Four fair sided dice, each with faces marked 1,2,3,4,5,6, are thrown on 7 occasions.Find the probability that the numbers shown on the four dice add up to 5 on exactly one or two of the 7 occasions.

there are 6^4 possible outcomes with 4 dice

there are 4 ways to get a sum of 5
... 3 dice show one, and the 4th shows 2

f = p(5) = 4 / (6^4) ... n = p(not 5) = 1 - [4 / (6^4)]

this is binomial , 5 or (not 5) over 7 throws

(n + f)^7 = n^7 + 7 n^6 f + 21 n^5 f^2 + ... + 7 n f^6 + f^7

the answer is the sum of the 2nd and 3rd terms

To find the probability that the numbers shown on the four dice add up to 5 on exactly one or two of the 7 occasions, we need to count the number of favorable outcomes and divide it by the total number of possible outcomes.

1. Let's consider the case when the numbers add up to 5 on exactly one occasion:
- We need one occasion where the numbers add up to 5.
- To achieve this, we can have either of the following combinations for the four dice: (1,1,1,2), (1,1,2,1), (1,2,1,1), or (2,1,1,1).
- Since there are 4 ways to arrange the dice rolls, the number of favorable outcomes in this case is 4.

2. Now let's consider the case when the numbers add up to 5 on exactly two occasions:
- We need two occasions where the numbers add up to 5.
- To achieve this, we can have the following combinations for the four dice: (1,1,1,2), (1,1,2,1), (1,2,1,1), or (2,1,1,1).
- There are 4 ways to arrange the dice rolls as the first occasion and 4 ways for the second occasion, giving us a total of 4 * 4 = 16 favorable outcomes in this case.

3. To find the total number of possible outcomes, we need to calculate the number of ways we can throw four fair dice on 7 occasions. Since each die has 6 faces and we have four dice, the total number of possible outcomes is 6^4 * 7.

4. The final step is to calculate the probability by dividing the number of favorable outcomes by the total number of possible outcomes:
- Probability = (Number of favorable outcomes) / (Total number of possible outcomes)
- Probability = (4 + 16) / (6^4 * 7)

Simplifying this expression will give us the final probability.

To find the probability that the numbers shown on the dice add up to 5 on exactly one or two of the 7 occasions, we need to consider the different ways this can occur.

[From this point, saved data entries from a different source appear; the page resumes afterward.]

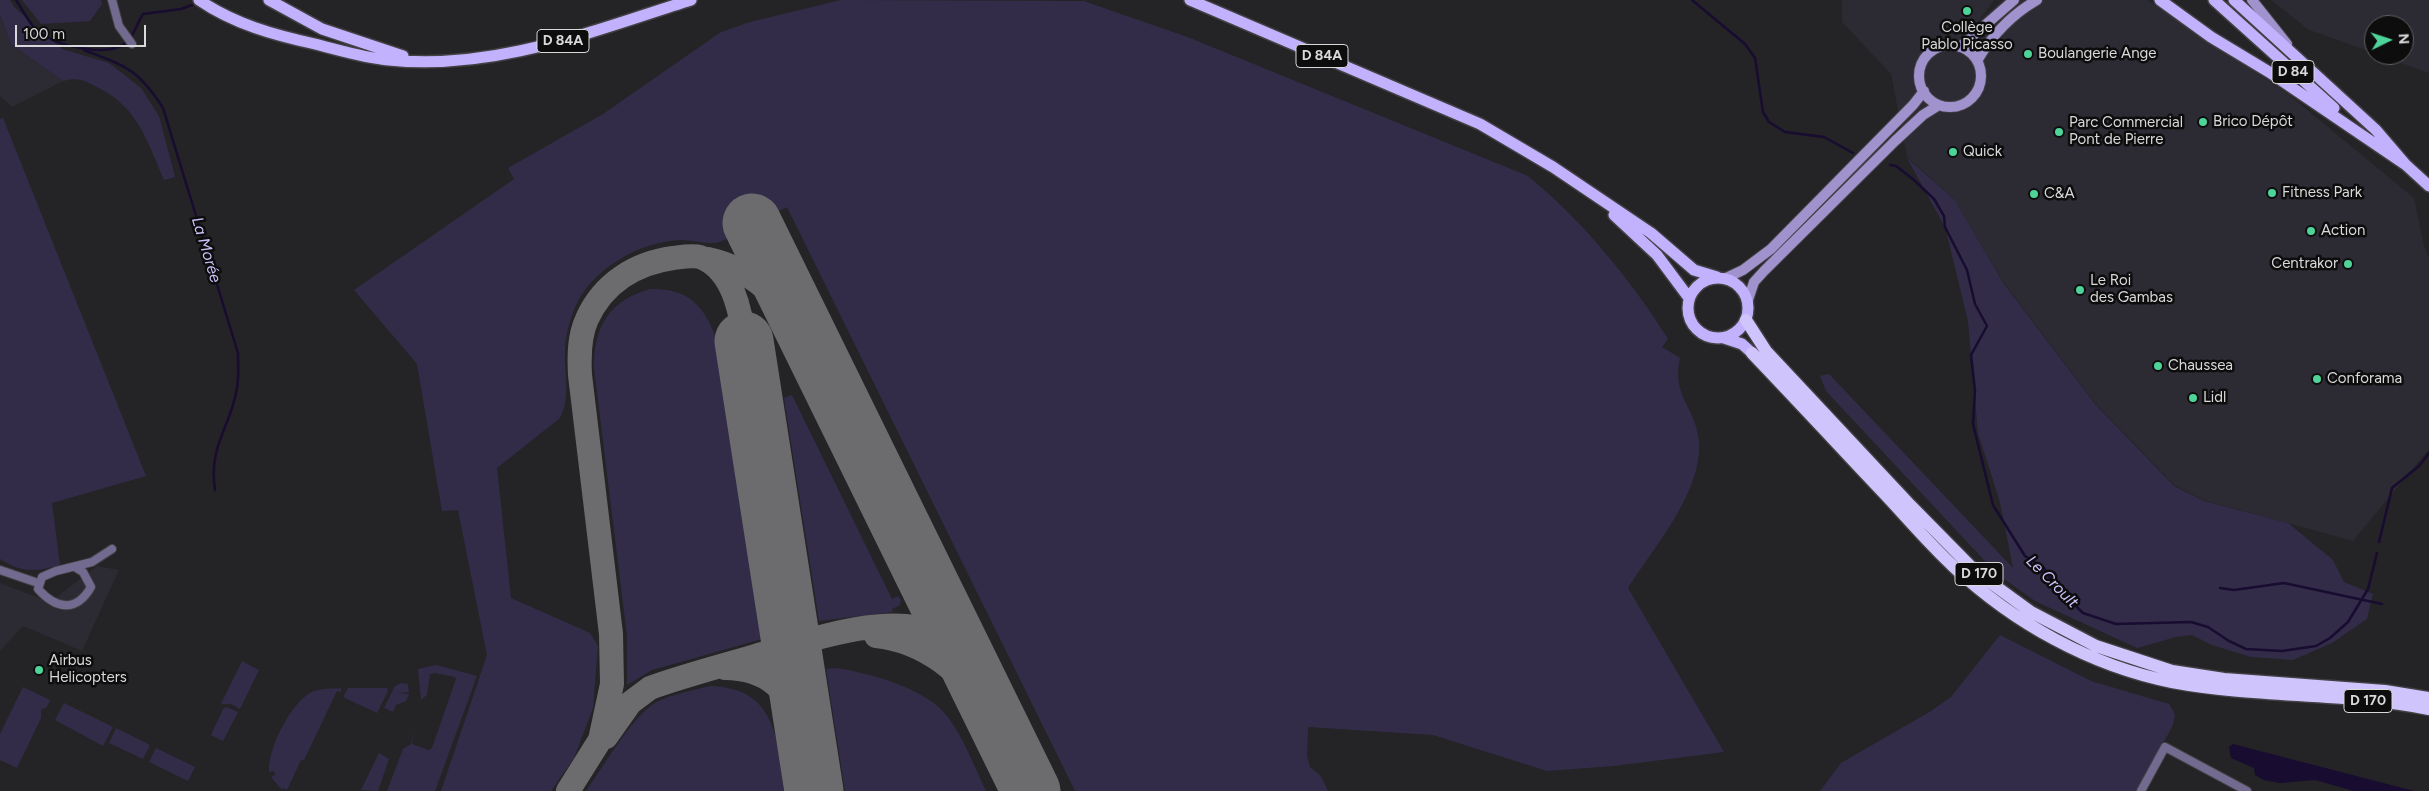 <!DOCTYPE html>
<html>
<head>
<meta charset="utf-8">
<style>
	body { margin:0 }
	#map { position:relative; width:2429px; height:791px; overflow:hidden; background:#242326; font-family:Figtree,sans-serif }
	canvas { display:block }
	.north { position:absolute; left:2364px; top:15px; width:50px; height:50px; box-sizing:border-box; background:#0d0d0e; border:1px solid #5f5f60; border-radius:50%; rotate:86deg; font-size:14px; font-weight:700; line-height:20px; text-align:center; color:#d9d9da }
	.north::after { content:''; display:block; margin:auto; width:18px; height:22px; background:#4ed399; clip-path:polygon(50% 0,100% 100%,50% 72%,0 100%) }
	.scale { position:absolute; left:15px; top:25px; width:131px; height:22px; box-sizing:border-box; border:2px solid #d9d9da; border-top:0; padding-left:6px; font-size:15px; line-height:18px; white-space:nowrap; color:#d9d9da; -webkit-text-stroke:4px #0d0d0e; paint-order:stroke }
</style>
</head>
<body>
<div id="map">
<canvas width="2429" height="791"></canvas>
<div class="north">N</div>
<div class="scale">100 m</div>
</div>
<script>
const context = document.querySelector('canvas').getContext('2d');
context.lineJoin = 'round';
function fillPath(path, color) { context.fillStyle = color; context.fill(path, 'evenodd'); }
function trace(path, color, width, dash) { context.strokeStyle = color; context.lineWidth = width; context.lineCap = dash ? 'butt' : 'round'; context.setLineDash(dash || []); context.stroke(path); }
function drawText(font, color, halo, rows, align = 'center') {
  context.font = font + ' Figtree,sans-serif'; context.lineWidth = 5; context.setLineDash([]); context.textBaseline = 'middle'; context.strokeStyle = halo; context.fillStyle = color; for (const [text, x, y, turn = 0] of rows) {
    context.save(); context.translate(x, y); context.rotate((+turn || 0) * Math.PI / 180); context.textAlign = isNaN(turn) ? turn : align; if (halo) context.strokeText(text, 0, 0); context.fillText(text, 0, 0); context.restore();
  }
}
const built = new Path2D(`
	M1842,0H1994L1978,22L2003,0H2147L2288,94L2414,198L2424,246L2429,258V449L2353,541L2203,500L2174,485L2095,403L2004,283L1953,198L1907,157L1891,74L1842,22Z
	M2271,0H2429V73L2378,55H2404V25H2374V53L2309,30Z
	M0,14L11,44L63,81L12,107L0,96Z
	M97,566L119,570L82,651L23,626L0,651V583L50,602Z`);
const green = new Path2D(`
	M0,0H10L15,8L62,49L109,63L141,88L159,116L175,177L164,180C147,141 138,106 95,86C83,80 77,77 63,81L11,44L0,14Z
	M22,0H101L102,4L90,21L41,24Z
	M841,0L1084,1L1190,38L1528,176C1582,220 1631,280 1668,339L1662,347L1680,358C1671,396 1696,407 1699,442C1702,493 1654,547 1628,588L1724,752L1614,766L1547,771L1433,735L1308,727L1307,756L1310,767L1321,776L1328,791H1075L787,207C765,218 742,234 719,242C708,245 693,240 681,240C640,241 589,270 574,310C569,323 565,337 565,351C564,374 571,397 560,418L497,468L511,598L590,633L598,646L593,708L574,758L551,791H441L487,655L458,510L442,511L417,364L354,290L514,179L508,168L603,114L721,32L750,22Z
	M3,118L146,476L52,503L60,565C36,572 21,573 0,559V119Z
	M1907,158L1954,199L2004,284L2095,404L2174,486L2204,501L2288,523L2333,560L2344,582L2373,594L2367,619L2332,643L2293,660L2251,657L2212,645L2192,635L2176,637L2137,648L2035,601L1997,574L1826,391L1820,376L1829,374L2013,568L2000,502L1978,433L1968,321L1945,227Z
	M650,289C684,288 702,302 714,333L762,639L652,670L627,685V636L594,368C594,327 608,301 650,289Z
	M792,395L892,599L898,596L901,600L900,605L892,609L893,612L819,621L784,398Z
	M2000,635L2091,681L2169,704L2175,714L2173,725L2137,791H1820L1841,763L1931,711L1951,697Z
	M242,661L259,670L240,709L231,704H221Z
	M436,665L477,676L435,791H387L403,749L411,744L415,729L412,744L429,750L432,748L456,679L455,677L435,673L430,674L427,695L421,700L418,669Z
	M836,668C869,673 926,688 947,716C964,738 974,766 986,791H845L826,669Z
	M401,683L408,684L409,692L398,693L409,694L406,701L396,705L393,712L384,708L395,686Z
	M710,686C777,688 777,739 784,791H586C604,766 630,719 655,703C668,695 695,690 710,686Z
	M23,687L50,700L47,707L41,710V718L17,768L0,760V734Z
	M341,688V692L337,691L304,760H301L287,790L283,788L282,790L271,777L275,775L274,771L269,772C267,750 292,699 314,691C323,688 332,689 341,688Z
	M348,688H387L388,691L377,713L343,697Z
	M64,703L113,727L103,746L55,720Z
	M226,707L238,712L223,741L211,735L223,709Z
	M116,728L150,745L143,759L109,743Z
	M156,748L195,767L188,781L149,762Z
	M379,753L389,759L379,788L378,791L361,790Z`);
const water = new Path2D(`
	M2233,744L2414,791H2354L2315,780L2280,783L2264,780L2255,775L2254,768L2231,758L2229,747Z`);
const stream = new Path2D(`
	M16,0C22,9 27,19 33,26C49,45 99,56 121,46C133,40 136,25 143,14L181,9L192,5
	M1692,0L1745,44L1755,58L1763,112L1769,122L1785,132L1824,137L1853,153
	M84,50C126,66 138,69 163,108L238,353C238,365 239,377 237,388C231,427 208,445 215,490
	M1890,165L1896,166L1914,180L1934,199L1944,216L1945,227L1967,270L1975,304L1987,326L1971,355L1975,391L1973,424L1993,505L2025,556L2044,568L2054,585L2083,613L2116,624L2191,622L2208,627L2229,641L2246,649L2282,651L2316,646L2330,638L2348,622L2368,589L2377,553
	M2379,542L2392,488L2419,466L2429,453
	M2220,588L2234,590L2284,583L2382,604`);
const taxiway = new Path2D(`
	M708,259C752,268 781,301 807,335
	M876,636C926,641 962,674 991,711
	M725,668C771,669 785,690 804,727
	M606,737L630,703L650,688C683,676 718,667 752,657C800,643 887,611 935,633C949,640 959,653 968,664
	M568,791L600,740L612,684L611,634L580,375C579,356 579,336 587,319C603,283 636,263 673,258C681,257 693,255 700,257C733,269 741,311 744,341`);
const runway = new Path2D(`
	M752,223L1031,791
	M744,341L814,791`);
const minor = new Path2D(`
	M112,0L119,26L132,44
	M75,567L83,572L91,587C76,613 56,609 38,589L42,577L56,571L92,562L112,549
	M0,570L38,583
	M2141,791L2165,747L2247,791`);
const secondary = new Path2D(`
	M2252,0L2287,44
	M1919 76a31 31 0 1 1 62 0a31 31 0 1 1-62 0Z
	M1960,47L2014,0
	M1977,61C1992,35 2011,15 2037,0
	M1726,278L1743,270L1771,249L1913,105L1924,91
	M1748,300L1754,282L1764,271L1895,141L1923,115L1939,105`);
const primary = new Path2D(`
	M199,0C234,24 274,35 315,44C339,50 364,58 389,60C494,71 592,31 691,0
	M269,0L322,29L403,56
	M1190,0L1480,124L1553,167L1651,233L1694,270L1717,277
	M2160,0L2211,37L2269,72L2406,165
	M2214,0L2334,108
	M2234,0L2376,130L2406,165L2429,186
	M1614,215L1657,255L1689,298
	M1688 308a30 30 0 1 1 60 0a30 30 0 1 1-60 0Z
	M1724,338L1742,344L1752,353`);
const trunk = new Path2D(`
	M1746,320L1766,351L1911,506L1976,572L2031,612L2096,646L2172,671L2224,679L2385,691L2429,698
	M1752,353C1794,397 1837,443 1879,488C1904,514 1927,542 1954,567C2014,623 2091,666 2172,682C2257,698 2345,692 2429,709`);
const markers = [
	[1967,11,5,"#4ed399"],
	[2028,54,5,"#4ed399"],
	[2203,122,5,"#4ed399"],
	[2059,132,5,"#4ed399"],
	[1953,152,5,"#4ed399"],
	[2272,193,5,"#4ed399"],
	[2034,194,5,"#4ed399"],
	[2311,231,5,"#4ed399"],
	[2348,264,5,"#4ed399"],
	[2080,290,5,"#4ed399"],
	[2158,366,5,"#4ed399"],
	[2317,379,5,"#4ed399"],
	[2193,398,5,"#4ed399"],
	[39,670,5,"#4ed399"]
];
const shields = [
	[563,41,52],
	[1322,56,52],
	[2293,72,42],
	[1979,574,48],
	[2368,701,48]
];
const shieldNames = [
	["D 84A",563,41],
	["D 84A",1322,56],
	["D 84",2293,72],
	["D 170",1979,574],
	["D 170",2368,701]
];
const poiNames = [
	["Collège",1967,28,"center"],
	["Pablo Picasso",1967,45,"center"],
	["Boulangerie Ange",2038,54],
	["Brico Dépôt",2213,122],
	["Parc Commercial",2069,123],
	["Pont de Pierre",2069,140],
	["Quick",1963,152],
	["Fitness Park",2282,193],
	["C&A",2044,194],
	["Action",2321,231],
	["Centrakor",2338,264,"right"],
	["Le Roi",2090,281],
	["des Gambas",2090,298],
	["Chaussea",2168,366],
	["Conforama",2327,379],
	["Lidl",2203,398],
	["Airbus",49,661],
	["Helicopters",49,678]
];
const waterNames = [
	["La Morée",206,250,73],
	["Le Croult",2052,582,45]
];
fillPath(built, '#2c2a33');
fillPath(green, '#332c49');
fillPath(water, '#180c30');
trace(stream, '#180c30', 2.5);
trace(taxiway, '#6c6c6e', 24);
trace(runway, '#6c6c6e', 59);
trace(minor, '#414043', 10);
trace(secondary, '#414043', 12);
trace(primary, '#414043', 14);
trace(trunk, '#414043', 15);
trace(minor, '#726a8f', 8);
trace(secondary, '#9f92cd', 10);
trace(primary, '#c2b1fd', 11);
trace(trunk, '#d0c4fd', 12);
for (const [x, y, r, color] of markers) { const dot = new Path2D(); dot.arc(x, y, r, 0, 2 * Math.PI); context.fillStyle = color; context.fill(dot); trace(dot, '#0d0d0e', 2); }
for (const [x, y, w] of shields) { const box = new Path2D(); box.roundRect(x - w / 2, y - 11.5, w, 23, 4); context.fillStyle = '#0d0d0e'; context.fill(box); trace(box, '#d9d9da', 1); }
drawText('bold 14px', '#d9d9da', null, shieldNames);
drawText('15px', '#d9d9da', '#0d0d0e', poiNames, 'left');
drawText('italic 16px', '#cdc1f9', '#0d0d0e', waterNames);
</script>
</body>
</html>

Let's break it down step by step:

Step 1: Find the total number of possible outcomes when throwing four fair-sided dice. Since each die has 6 possible outcomes, the total number of possible outcomes when throwing four dice is 6^4 = 1,296.

Step 2: Determine the total number of favorable outcomes where the numbers on the dice add up to 5 on exactly one or two occasions. To do this, we'll count the different cases separately.

Case 1: Exactly one occasion has the sum of 5.
There are three possible ways this can happen:
a) The first die shows a 1 and the others show any numbers other than 4.
b) The second die shows a 1 and the others show any numbers other than 4.
c) The third die shows a 1 and the others show any numbers other than 4.
Each of these cases gives us 3 favorable outcomes.

Case 2: Exactly two occasions have the sum of 5.
There are two possible ways this can happen:
a) The first and second dice show a sum of 5, while the remaining two dice show other numbers.
b) The first and third dice show a sum of 5, while the remaining two dice show other numbers.
Each of these cases gives us 3 favorable outcomes.

So, the total number of favorable outcomes in the given cases is 3 + 3 + 3 + 3 = 12.

Step 3: Calculate the probability by dividing the total number of favorable outcomes (12) by the total number of possible outcomes (1,296).

Probability = Favorable outcomes / Total outcomes
Probability = 12 / 1,296

Simplifying the fraction, we get:
Probability = 1 / 108

Therefore, the probability that the numbers shown on the four dice add up to 5 on exactly one or two of the 7 occasions is 1/108.